Judy Asks: Should NATO Admit Ukraine?
Secretary General of the Norwegian Atlantic Committee, Kate Hansen Bundt, and a selection of experts answer a question from Judy Dempsey on whether NATO should admit Ukraine to the Alliance.
Kate Hansen Bundt, Secretary General of the Norwegian Atlantic Committee
Russia’s current saber-rattling and increased military activity in and around Ukraine’s eastern Donbas region do not make it easy to give a conclusive answer to this question.
Ukraine, as a sovereign state, has the right to join whatever alliance it wants. That Kyiv’s goal is NATO membership was repeated by Ukrainian President Volodymyr Zelenskiy on April 6, when he urged the organization to speed up his country’s accession.
This will not happen. First, the ongoing conflict with Russia as well as Ukraine’s political, economic, and military shortcomings make membership unacceptable according to NATO’s criteria. That’s exactly why the Kremlin keeps this conflict going.
Second, NATO membership is also a question of the alliance’s ability to guarantee its members’ security. NATO’s capability and will to defend Ukraine—or even invoke the article 5 mutual defense guarantee—is not realistic today.

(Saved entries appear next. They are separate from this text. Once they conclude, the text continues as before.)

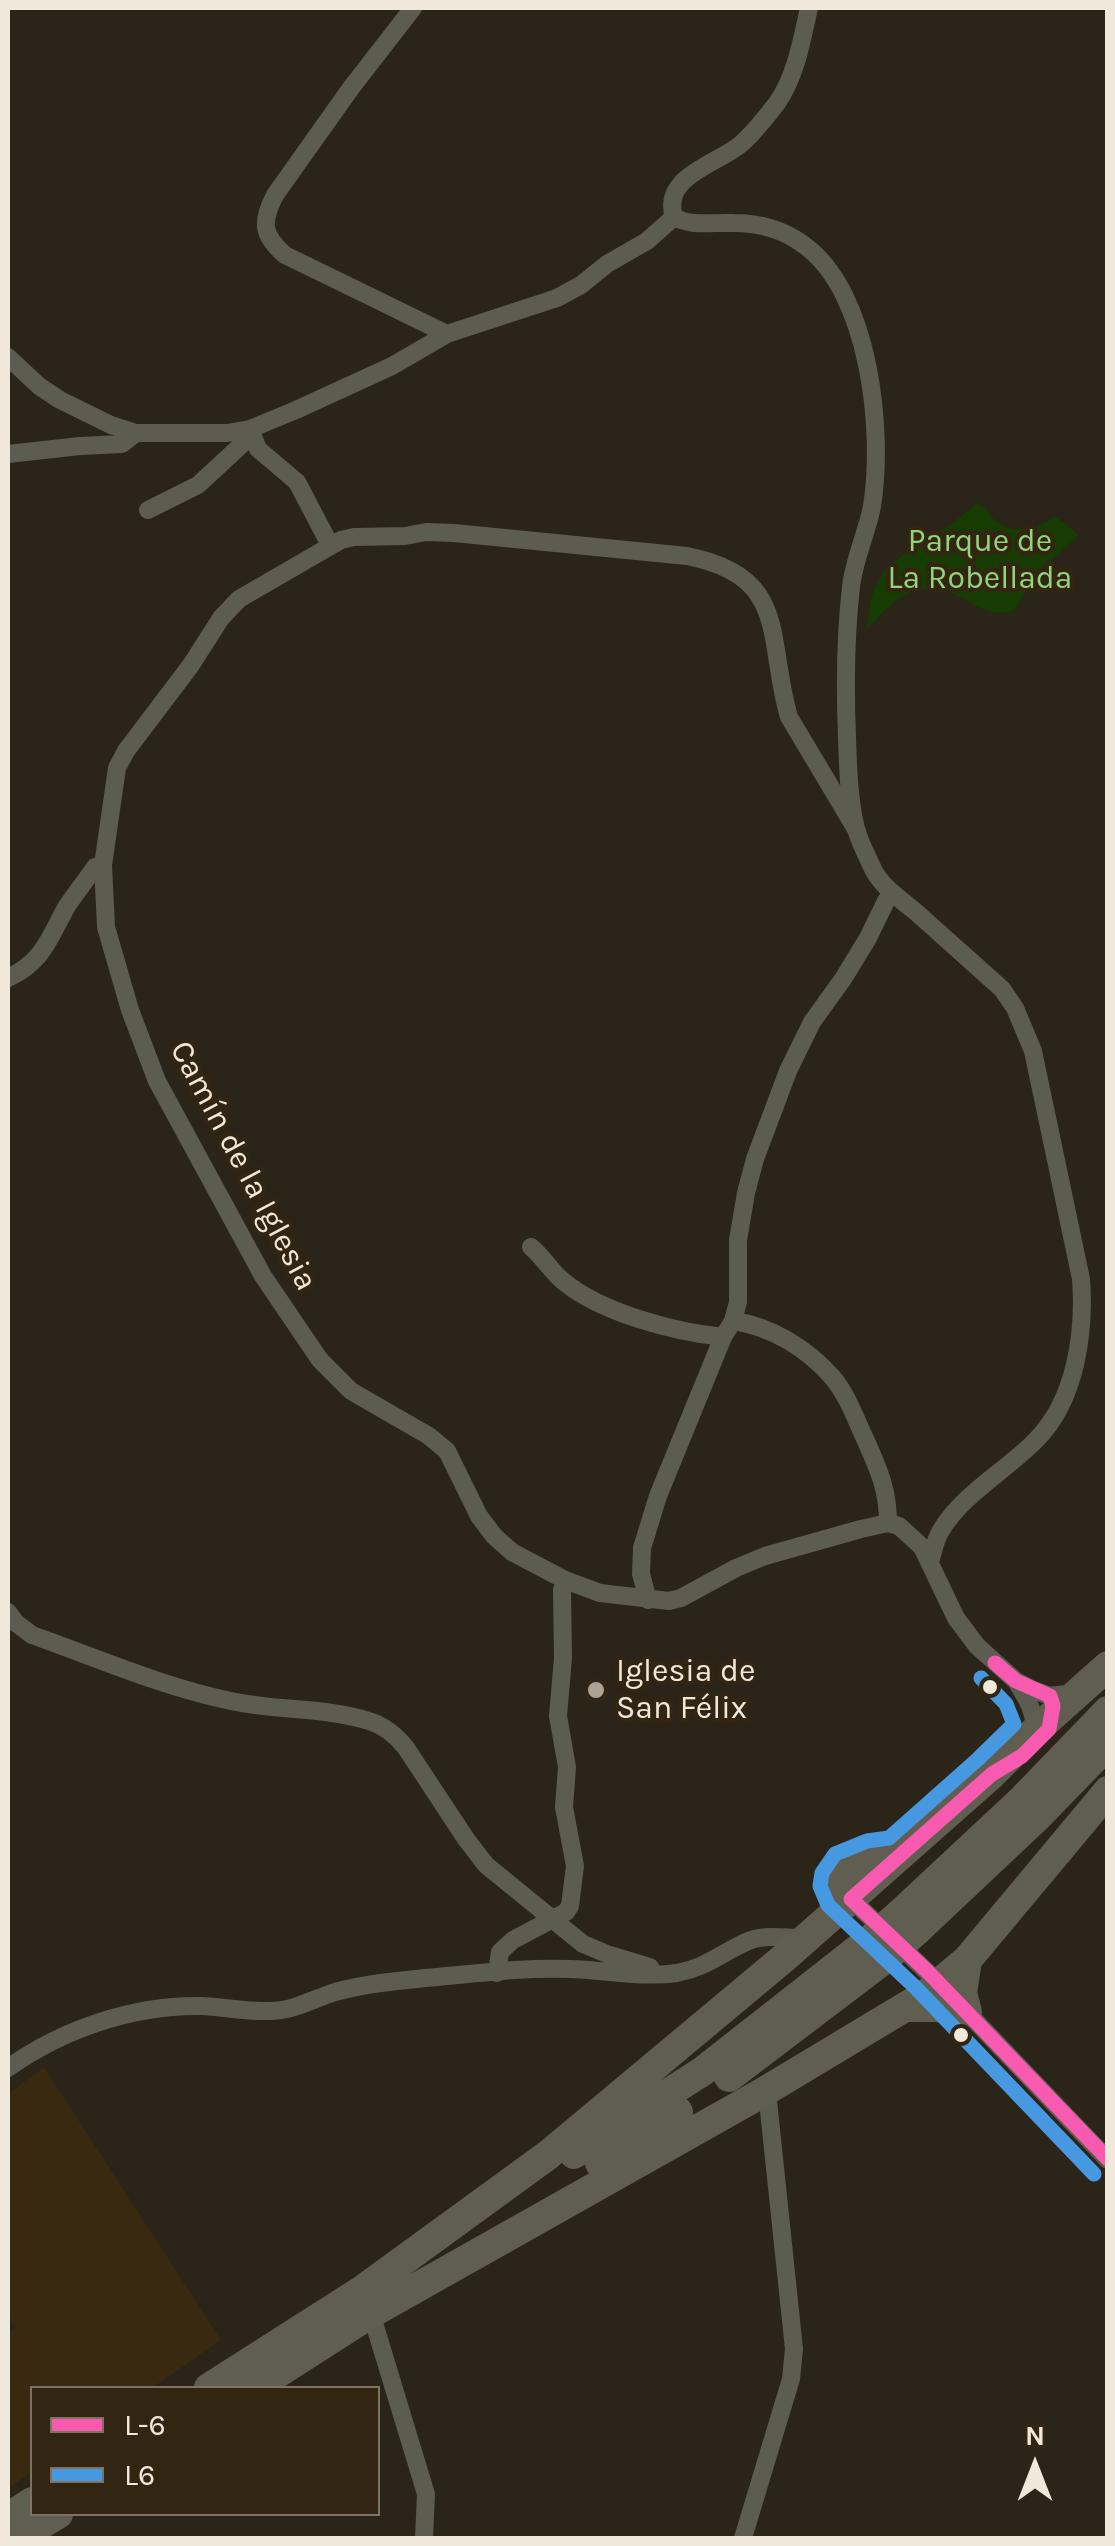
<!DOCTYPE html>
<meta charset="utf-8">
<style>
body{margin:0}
#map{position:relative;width:1115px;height:2546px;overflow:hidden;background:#2b2419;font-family:Karla,sans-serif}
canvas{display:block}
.frame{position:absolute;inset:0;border:10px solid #f1e8dc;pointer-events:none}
.legend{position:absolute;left:30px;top:2386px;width:350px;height:130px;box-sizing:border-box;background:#322512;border:2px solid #7e7363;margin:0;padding:12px 18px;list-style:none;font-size:30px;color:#f1e8dc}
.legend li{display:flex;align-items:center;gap:20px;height:50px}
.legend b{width:50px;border:2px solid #7e7363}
.north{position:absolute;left:985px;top:2416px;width:100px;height:100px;-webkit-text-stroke:8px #322512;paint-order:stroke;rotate:0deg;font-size:28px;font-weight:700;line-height:40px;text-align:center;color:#f1e8dc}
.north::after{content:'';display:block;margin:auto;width:35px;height:45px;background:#f1e8dc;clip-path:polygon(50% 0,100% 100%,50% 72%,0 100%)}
</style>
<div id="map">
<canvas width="1115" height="2546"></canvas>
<div class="frame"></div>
<ul class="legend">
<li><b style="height:12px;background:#f75aaf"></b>L-6</li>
<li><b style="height:12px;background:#4699e1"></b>L6</li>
</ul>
<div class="north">N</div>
</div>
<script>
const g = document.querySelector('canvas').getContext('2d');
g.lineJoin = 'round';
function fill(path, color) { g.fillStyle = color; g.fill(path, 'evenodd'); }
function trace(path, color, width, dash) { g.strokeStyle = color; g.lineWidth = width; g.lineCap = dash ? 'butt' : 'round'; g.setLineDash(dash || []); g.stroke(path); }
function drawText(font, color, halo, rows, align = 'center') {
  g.font = font + ' Karla,sans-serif'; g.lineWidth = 9; g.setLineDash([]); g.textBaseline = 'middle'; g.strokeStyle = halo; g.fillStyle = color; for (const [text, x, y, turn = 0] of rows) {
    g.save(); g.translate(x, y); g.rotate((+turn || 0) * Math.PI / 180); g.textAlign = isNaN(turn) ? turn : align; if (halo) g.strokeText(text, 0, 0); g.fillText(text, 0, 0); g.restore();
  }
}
const built = new Path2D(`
 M44,2067L221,2340L152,2388H32V2472L10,2487L8,2484V2334L15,2328L8,2314V2094Z`);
const green = new Path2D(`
 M977,503C987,507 987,513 995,520C1014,536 1037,530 1055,516L1079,535L1040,570L1014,611C990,616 983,609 962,598C920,575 893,598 867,630C872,567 889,564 938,533C952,524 965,514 977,503Z`);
const minor = new Path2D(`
 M413,8L351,88L275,195C261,222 262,235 285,255L447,334
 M809,8C802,39 796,76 777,103C766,117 755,132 741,144C718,164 661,176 674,217C692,227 713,222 733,223C759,223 783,229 804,245C870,292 884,432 872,506C867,533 854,559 851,587C845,638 845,687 847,738C848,769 849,800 856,829C860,843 868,858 874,871C884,889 902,900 917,913C945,938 974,964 1002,989L1015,1008L1033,1051L1081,1279C1085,1332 1076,1400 1036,1440C1006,1471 962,1494 940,1532C935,1541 933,1552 930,1562
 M8,357L39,386L60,400L111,425L136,433H227L250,429L296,410L392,366L447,334L557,298L581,285L607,264L647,241L674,217
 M250,429L258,449L297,482L330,545
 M8,454L80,446L122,444L136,433
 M148,510L198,485L251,436
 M857,831L789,717C766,638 790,576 687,556L454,533L426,532L405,536L354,537L341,540L239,599L221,618L191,665L126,751L117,768L103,865L106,927L130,1010L157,1081L263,1276L320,1360L351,1391L429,1436L447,1451L479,1516L494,1536L512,1552L565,1580L600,1593L669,1601L681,1598L736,1568L765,1556L861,1529L888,1523L899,1526L922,1547L956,1618L977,1646L1016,1681L1033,1690L1050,1696L1074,1693
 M8,978C44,961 49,938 67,906C76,893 86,880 95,867L103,865
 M531,1247C543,1257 551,1271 563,1281C601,1313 675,1332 723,1337
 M733,1321C771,1326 808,1349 833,1378C848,1396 856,1420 866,1441C879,1470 888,1490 888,1523
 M648,1600L641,1574L642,1548L658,1496L723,1337L733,1321L738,1302V1240L746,1193L755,1159L788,1071L812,1022L843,979L868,938L886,901L892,894
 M8,1612L16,1623L32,1635C97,1658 163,1687 231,1701C276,1711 324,1707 369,1721C385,1726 396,1735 406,1748L466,1839L486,1865L583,1944L607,1954L650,1967
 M1016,1681C1026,1697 1035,1711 1035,1731
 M851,1899L945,1989
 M497,1973L500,1952L513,1940L566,1912L570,1906L575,1866L564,1807L567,1767L558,1716L563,1658L562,1590L565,1580
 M963,2008L1108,2160
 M8,2068C63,2029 133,2005 201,2006C224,2007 247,2012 269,2011C294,2011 313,1999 335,1992C364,1984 395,1981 425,1978C473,1974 522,1967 570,1969C605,1970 642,1978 677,1973C705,1968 722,1953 746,1942C763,1933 787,1939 806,1938
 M371,2313L426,2494L424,2538
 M743,2538L791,2379L794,2349L768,2101L762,2093`);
const trunk = new Path2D(`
 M851,1899L843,1892L840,1882C853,1861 871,1860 895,1858
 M901,1913L1022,1800L1108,1711
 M917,1930L1038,1816L1108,1744
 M906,2007H936L967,2012L962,1993L967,1960
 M729,2077L887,1957
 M574,2154L703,2071L871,1939
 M600,2163L678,2112
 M364,2289L548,2155L785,1957L992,1774L1035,1731L1108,1666
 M377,2310L762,2093L925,1995L967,1960L1108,1791
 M209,2388L380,2279
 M254,2388L390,2301
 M8,2518L32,2502
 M18,2538L58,2514`);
const trunkBridge = new Path2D(`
 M871,1939L901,1913
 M887,1957L917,1930`);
const bus1 = new Path2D(`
 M995,1663L1016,1681L1050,1696L1053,1706L1049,1729L1022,1756L992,1774L851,1899L929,1973L1108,2159`);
const bus2 = new Path2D(`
 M981,1678L1006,1704L1014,1724L978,1759L889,1838L867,1841L835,1854L822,1873L820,1886L828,1905L915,1987L1094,2174`);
const markers = [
 [990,1687,9,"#f1e8dc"],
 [596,1690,10,"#aca398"],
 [961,2035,9,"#f1e8dc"]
];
const parkNames = [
 ["Parque de",980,542],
 ["La Robellada",980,579]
];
const streetNames = [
 ["Camín de la Iglesia",243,1166,62]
];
const poiNames = [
 ["Iglesia de",616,1672],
 ["San Félix",616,1709]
];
fill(built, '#392911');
fill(green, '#163c03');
trace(minor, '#5c5c51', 18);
trace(trunk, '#605e50', 30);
trace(trunkBridge, '#605e50', 30);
trace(bus1, '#f75aaf', 15);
trace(bus2, '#4699e1', 15);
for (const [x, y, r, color] of markers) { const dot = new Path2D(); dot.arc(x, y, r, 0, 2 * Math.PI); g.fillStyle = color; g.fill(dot); trace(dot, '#322512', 4); }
drawText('32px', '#90d47b', '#322512', parkNames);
drawText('32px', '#f1e8dc', '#322512', streetNames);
drawText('32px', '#f1e8dc', '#322512', poiNames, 'left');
</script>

The final question is whether such a membership would improve the overall security in the alliance or, quite the contrary, increase tensions with Russia and ultimately lead to war. In the 1994 Budapest Memorandum, Russia, Britain, and the United States guaranteed Ukraine’s territorial integrity in exchange for Kyiv’s nuclear arsenal. The United States assured Ukraine it would respond if the agreement were violated. Washington should continue to demand that Moscow end its aggression against Ukraine but not make promises it cannot yet keep.